Copy the entries that follow, exactly and completely.
__________________________________________________
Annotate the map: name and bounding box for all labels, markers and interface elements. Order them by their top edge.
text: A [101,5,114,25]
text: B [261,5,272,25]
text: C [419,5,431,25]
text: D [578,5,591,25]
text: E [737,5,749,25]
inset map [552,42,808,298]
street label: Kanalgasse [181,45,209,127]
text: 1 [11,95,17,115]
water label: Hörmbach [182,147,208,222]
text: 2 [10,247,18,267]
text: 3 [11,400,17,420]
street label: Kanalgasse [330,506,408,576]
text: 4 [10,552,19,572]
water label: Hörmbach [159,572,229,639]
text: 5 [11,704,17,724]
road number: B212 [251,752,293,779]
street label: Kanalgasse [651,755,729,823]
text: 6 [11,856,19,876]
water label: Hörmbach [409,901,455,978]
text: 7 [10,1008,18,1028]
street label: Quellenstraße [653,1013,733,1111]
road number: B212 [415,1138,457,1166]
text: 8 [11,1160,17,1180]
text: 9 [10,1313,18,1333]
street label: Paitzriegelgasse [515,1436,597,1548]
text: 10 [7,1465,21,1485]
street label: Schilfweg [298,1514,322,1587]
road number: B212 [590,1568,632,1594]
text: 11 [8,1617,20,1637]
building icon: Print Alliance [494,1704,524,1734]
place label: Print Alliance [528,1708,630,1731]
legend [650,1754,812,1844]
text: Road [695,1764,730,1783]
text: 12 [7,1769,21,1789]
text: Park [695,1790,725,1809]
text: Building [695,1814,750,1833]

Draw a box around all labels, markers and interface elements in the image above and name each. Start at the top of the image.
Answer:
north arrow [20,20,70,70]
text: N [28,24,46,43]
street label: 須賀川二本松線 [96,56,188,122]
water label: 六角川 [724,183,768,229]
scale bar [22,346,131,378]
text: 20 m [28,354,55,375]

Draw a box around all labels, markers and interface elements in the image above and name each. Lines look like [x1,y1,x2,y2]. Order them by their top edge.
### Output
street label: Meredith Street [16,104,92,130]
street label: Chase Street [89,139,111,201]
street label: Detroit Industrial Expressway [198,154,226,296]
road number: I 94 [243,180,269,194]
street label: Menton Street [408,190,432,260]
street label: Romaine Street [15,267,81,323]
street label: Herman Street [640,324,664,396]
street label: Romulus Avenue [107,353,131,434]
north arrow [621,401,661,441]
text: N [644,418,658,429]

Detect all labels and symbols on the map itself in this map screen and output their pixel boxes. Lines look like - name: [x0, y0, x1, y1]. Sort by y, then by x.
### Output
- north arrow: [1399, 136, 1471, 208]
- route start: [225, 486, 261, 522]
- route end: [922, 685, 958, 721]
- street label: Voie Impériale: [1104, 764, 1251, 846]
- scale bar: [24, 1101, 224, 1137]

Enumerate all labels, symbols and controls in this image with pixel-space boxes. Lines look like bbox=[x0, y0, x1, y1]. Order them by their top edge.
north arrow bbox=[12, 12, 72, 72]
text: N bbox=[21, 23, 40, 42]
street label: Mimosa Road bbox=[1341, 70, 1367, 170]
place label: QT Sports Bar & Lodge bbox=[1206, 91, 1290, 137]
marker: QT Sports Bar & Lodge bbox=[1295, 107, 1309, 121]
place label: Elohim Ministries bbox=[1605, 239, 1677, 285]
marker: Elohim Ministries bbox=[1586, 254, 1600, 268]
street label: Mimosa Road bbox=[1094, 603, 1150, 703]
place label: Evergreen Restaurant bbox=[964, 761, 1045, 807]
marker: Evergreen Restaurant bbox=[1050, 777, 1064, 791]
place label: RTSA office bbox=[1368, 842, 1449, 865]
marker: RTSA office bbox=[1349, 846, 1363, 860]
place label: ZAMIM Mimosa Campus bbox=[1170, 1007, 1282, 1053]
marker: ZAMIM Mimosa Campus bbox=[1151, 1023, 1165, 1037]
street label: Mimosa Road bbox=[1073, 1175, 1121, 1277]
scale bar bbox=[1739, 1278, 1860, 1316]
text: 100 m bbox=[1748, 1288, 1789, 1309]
__________________________________________________
-- Solution for this exercise --
Annotate the map: name and bounding box for all labels, markers and interface elements. Order them by their top edge.
text: A [101,5,114,25]
text: B [261,5,272,25]
text: C [419,5,431,25]
text: D [578,5,591,25]
text: E [737,5,749,25]
inset map [552,42,808,298]
street label: Kanalgasse [181,45,209,127]
text: 1 [11,95,17,115]
water label: Hörmbach [182,147,208,222]
text: 2 [10,247,18,267]
text: 3 [11,400,17,420]
street label: Kanalgasse [330,506,408,576]
text: 4 [10,552,19,572]
water label: Hörmbach [159,572,229,639]
text: 5 [11,704,17,724]
road number: B212 [251,752,293,779]
street label: Kanalgasse [651,755,729,823]
text: 6 [11,856,19,876]
water label: Hörmbach [409,901,455,978]
text: 7 [10,1008,18,1028]
street label: Quellenstraße [653,1013,733,1111]
road number: B212 [415,1138,457,1166]
text: 8 [11,1160,17,1180]
text: 9 [10,1313,18,1333]
street label: Paitzriegelgasse [515,1436,597,1548]
text: 10 [7,1465,21,1485]
street label: Schilfweg [298,1514,322,1587]
road number: B212 [590,1568,632,1594]
text: 11 [8,1617,20,1637]
building icon: Print Alliance [494,1704,524,1734]
place label: Print Alliance [528,1708,630,1731]
legend [650,1754,812,1844]
text: Road [695,1764,730,1783]
text: 12 [7,1769,21,1789]
text: Park [695,1790,725,1809]
text: Building [695,1814,750,1833]

Draw a box around all labels, markers and interface elements in the image above and name each. Start at the top of the image.
Answer:
north arrow [20,20,70,70]
text: N [28,24,46,43]
street label: 須賀川二本松線 [96,56,188,122]
water label: 六角川 [724,183,768,229]
scale bar [22,346,131,378]
text: 20 m [28,354,55,375]

Draw a box around all labels, markers and interface elements in the image above and name each. Lines look like [x1,y1,x2,y2]. Order them by their top edge.
### Output
street label: Meredith Street [16,104,92,130]
street label: Chase Street [89,139,111,201]
street label: Detroit Industrial Expressway [198,154,226,296]
road number: I 94 [243,180,269,194]
street label: Menton Street [408,190,432,260]
street label: Romaine Street [15,267,81,323]
street label: Herman Street [640,324,664,396]
street label: Romulus Avenue [107,353,131,434]
north arrow [621,401,661,441]
text: N [644,418,658,429]

Detect all labels and symbols on the map itself in this map screen and output their pixel boxes. Lines look like - name: [x0, y0, x1, y1]. Sort by y, then by x.
### Output
- north arrow: [1399, 136, 1471, 208]
- route start: [225, 486, 261, 522]
- route end: [922, 685, 958, 721]
- street label: Voie Impériale: [1104, 764, 1251, 846]
- scale bar: [24, 1101, 224, 1137]

Enumerate all labels, symbols and controls in this image with pixel-space boxes. Lines look like bbox=[x0, y0, x1, y1]. Order them by their top edge.
north arrow bbox=[12, 12, 72, 72]
text: N bbox=[21, 23, 40, 42]
street label: Mimosa Road bbox=[1341, 70, 1367, 170]
place label: QT Sports Bar & Lodge bbox=[1206, 91, 1290, 137]
marker: QT Sports Bar & Lodge bbox=[1295, 107, 1309, 121]
place label: Elohim Ministries bbox=[1605, 239, 1677, 285]
marker: Elohim Ministries bbox=[1586, 254, 1600, 268]
street label: Mimosa Road bbox=[1094, 603, 1150, 703]
place label: Evergreen Restaurant bbox=[964, 761, 1045, 807]
marker: Evergreen Restaurant bbox=[1050, 777, 1064, 791]
place label: RTSA office bbox=[1368, 842, 1449, 865]
marker: RTSA office bbox=[1349, 846, 1363, 860]
place label: ZAMIM Mimosa Campus bbox=[1170, 1007, 1282, 1053]
marker: ZAMIM Mimosa Campus bbox=[1151, 1023, 1165, 1037]
street label: Mimosa Road bbox=[1073, 1175, 1121, 1277]
scale bar bbox=[1739, 1278, 1860, 1316]
text: 100 m bbox=[1748, 1288, 1789, 1309]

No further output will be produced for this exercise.